▶ [Problem requirements]: Print the listing in its entirety and exactly, leaving out images.

*** Opening of Available records ***

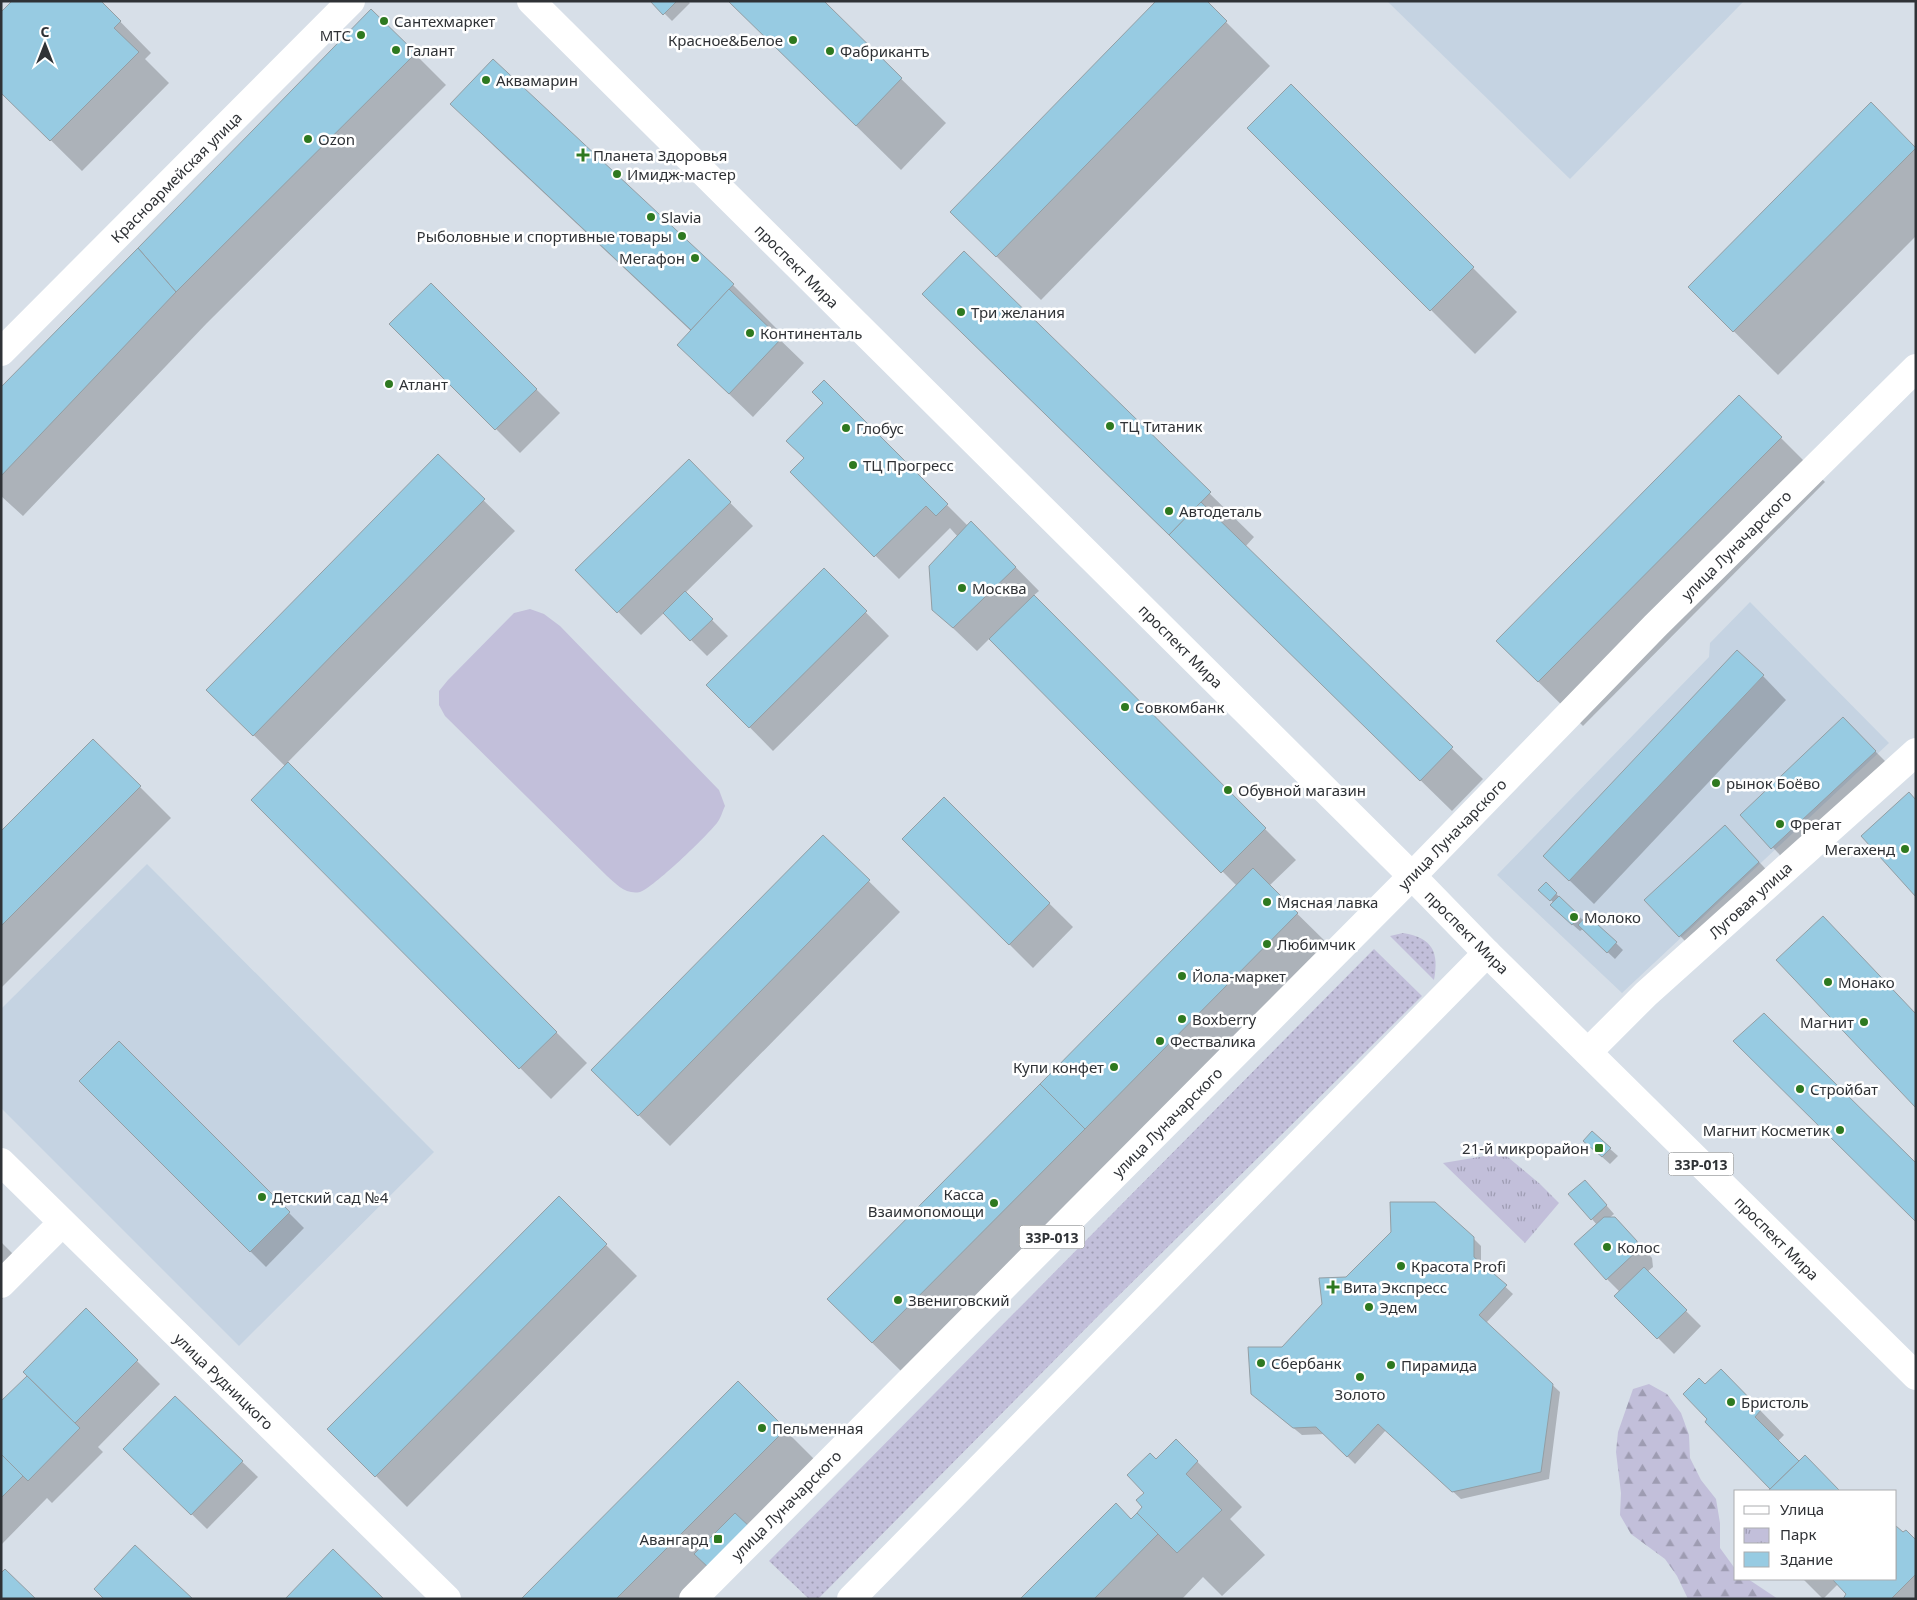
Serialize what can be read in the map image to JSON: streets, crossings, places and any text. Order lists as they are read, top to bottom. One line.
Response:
{"streets":{"main road":["Красноармейская улица","проспект Мира","улица Луначарского","Луговая улица","33Р-013","улица Рудницкого"]},"crossings":[["проспект Мира","улица Луначарского"],["проспект Мира","Луговая улица"]],"places":{"other":["Сантехмаркет","МТС","Красное&Белое","Галант","Фабрикантъ","Аквамарин","Ozon","Имидж-мастер","Slavia","Рыболовные и спортивные товары","Мегафон","Три желания","Континенталь","Атлант","ТЦ Титаник","Глобус","ТЦ Прогресс","Автодеталь","Москва","Совкомбанк","рынок Боёво","Обувной магазин","Фрегат","Мегахенд","Мясная лавка","Молоко","Любимчик","Йола-маркет","Монако","Boxberry","Магнит","Фествалика","Купи конфет","Стройбат","Магнит Косметик","Детский сад №4","Касса Взаимопомощи","Колос","Красота Profi","Звениговский","Эдем","Сбербанк","Пирамида","Золото","Бристоль","Пельменная"],"health":["Планета Здоровья","Вита Экспресс"],"transit":["21-й микрорайон","Авангард"]},"legend":["Улица","Парк","Здание"],"north":"top"}
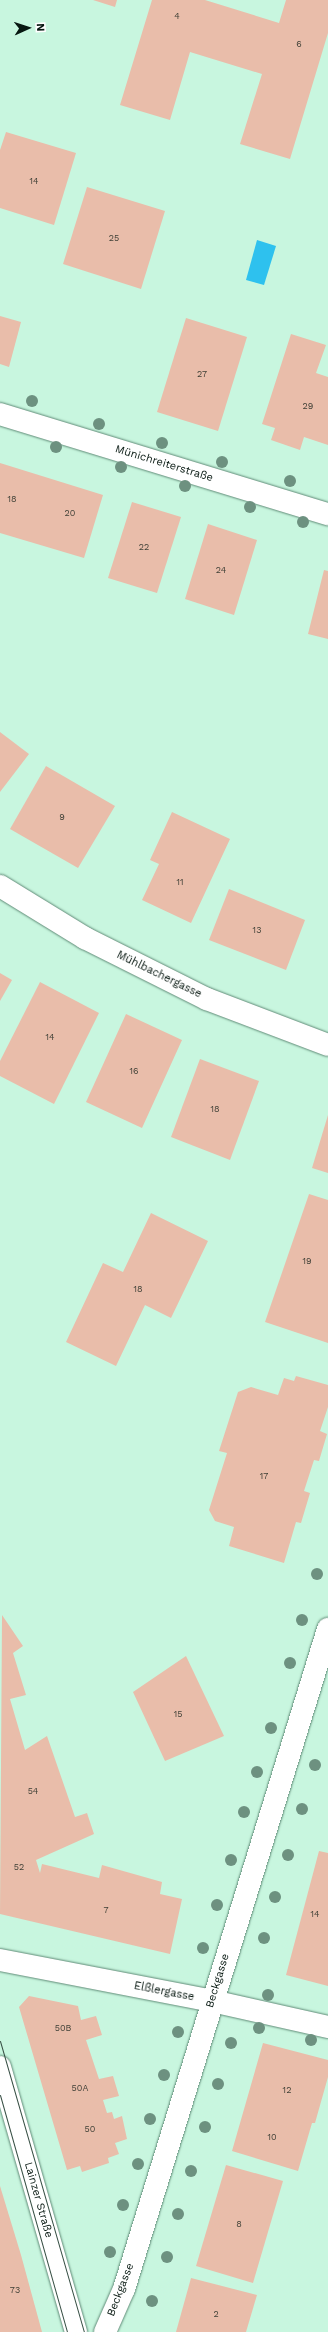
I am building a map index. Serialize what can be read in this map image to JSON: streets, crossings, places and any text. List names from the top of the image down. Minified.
{"streets":{"street":["Münichreiterstraße","Mühlbachergasse","Beckgasse","Elßlergasse","Lainzer Straße"]},"crossings":[["Beckgasse","Elßlergasse"]],"house_numbers":["4","6","14","25","27","29","18","20","22","24","9","11","13","14","16","18","19","18","17","15","54","52","7","14","50B","50A","12","50","10","8","73","2"],"north":"right"}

*** Close of Available records ***

▶ [Response to this exercise]:
Serialize what can be read in the map image to JSON: streets, crossings, places and any text. Order lists as they are read, top to bottom. One line.
Response:
{"streets":{"main road":["Красноармейская улица","проспект Мира","улица Луначарского","Луговая улица","33Р-013","улица Рудницкого"]},"crossings":[["проспект Мира","улица Луначарского"],["проспект Мира","Луговая улица"]],"places":{"other":["Сантехмаркет","МТС","Красное&Белое","Галант","Фабрикантъ","Аквамарин","Ozon","Имидж-мастер","Slavia","Рыболовные и спортивные товары","Мегафон","Три желания","Континенталь","Атлант","ТЦ Титаник","Глобус","ТЦ Прогресс","Автодеталь","Москва","Совкомбанк","рынок Боёво","Обувной магазин","Фрегат","Мегахенд","Мясная лавка","Молоко","Любимчик","Йола-маркет","Монако","Boxberry","Магнит","Фествалика","Купи конфет","Стройбат","Магнит Косметик","Детский сад №4","Касса Взаимопомощи","Колос","Красота Profi","Звениговский","Эдем","Сбербанк","Пирамида","Золото","Бристоль","Пельменная"],"health":["Планета Здоровья","Вита Экспресс"],"transit":["21-й микрорайон","Авангард"]},"legend":["Улица","Парк","Здание"],"north":"top"}
I am building a map index. Serialize what can be read in this map image to JSON: streets, crossings, places and any text. List names from the top of the image down. Minified.
{"streets":{"street":["Münichreiterstraße","Mühlbachergasse","Beckgasse","Elßlergasse","Lainzer Straße"]},"crossings":[["Beckgasse","Elßlergasse"]],"house_numbers":["4","6","14","25","27","29","18","20","22","24","9","11","13","14","16","18","19","18","17","15","54","52","7","14","50B","50A","12","50","10","8","73","2"],"north":"right"}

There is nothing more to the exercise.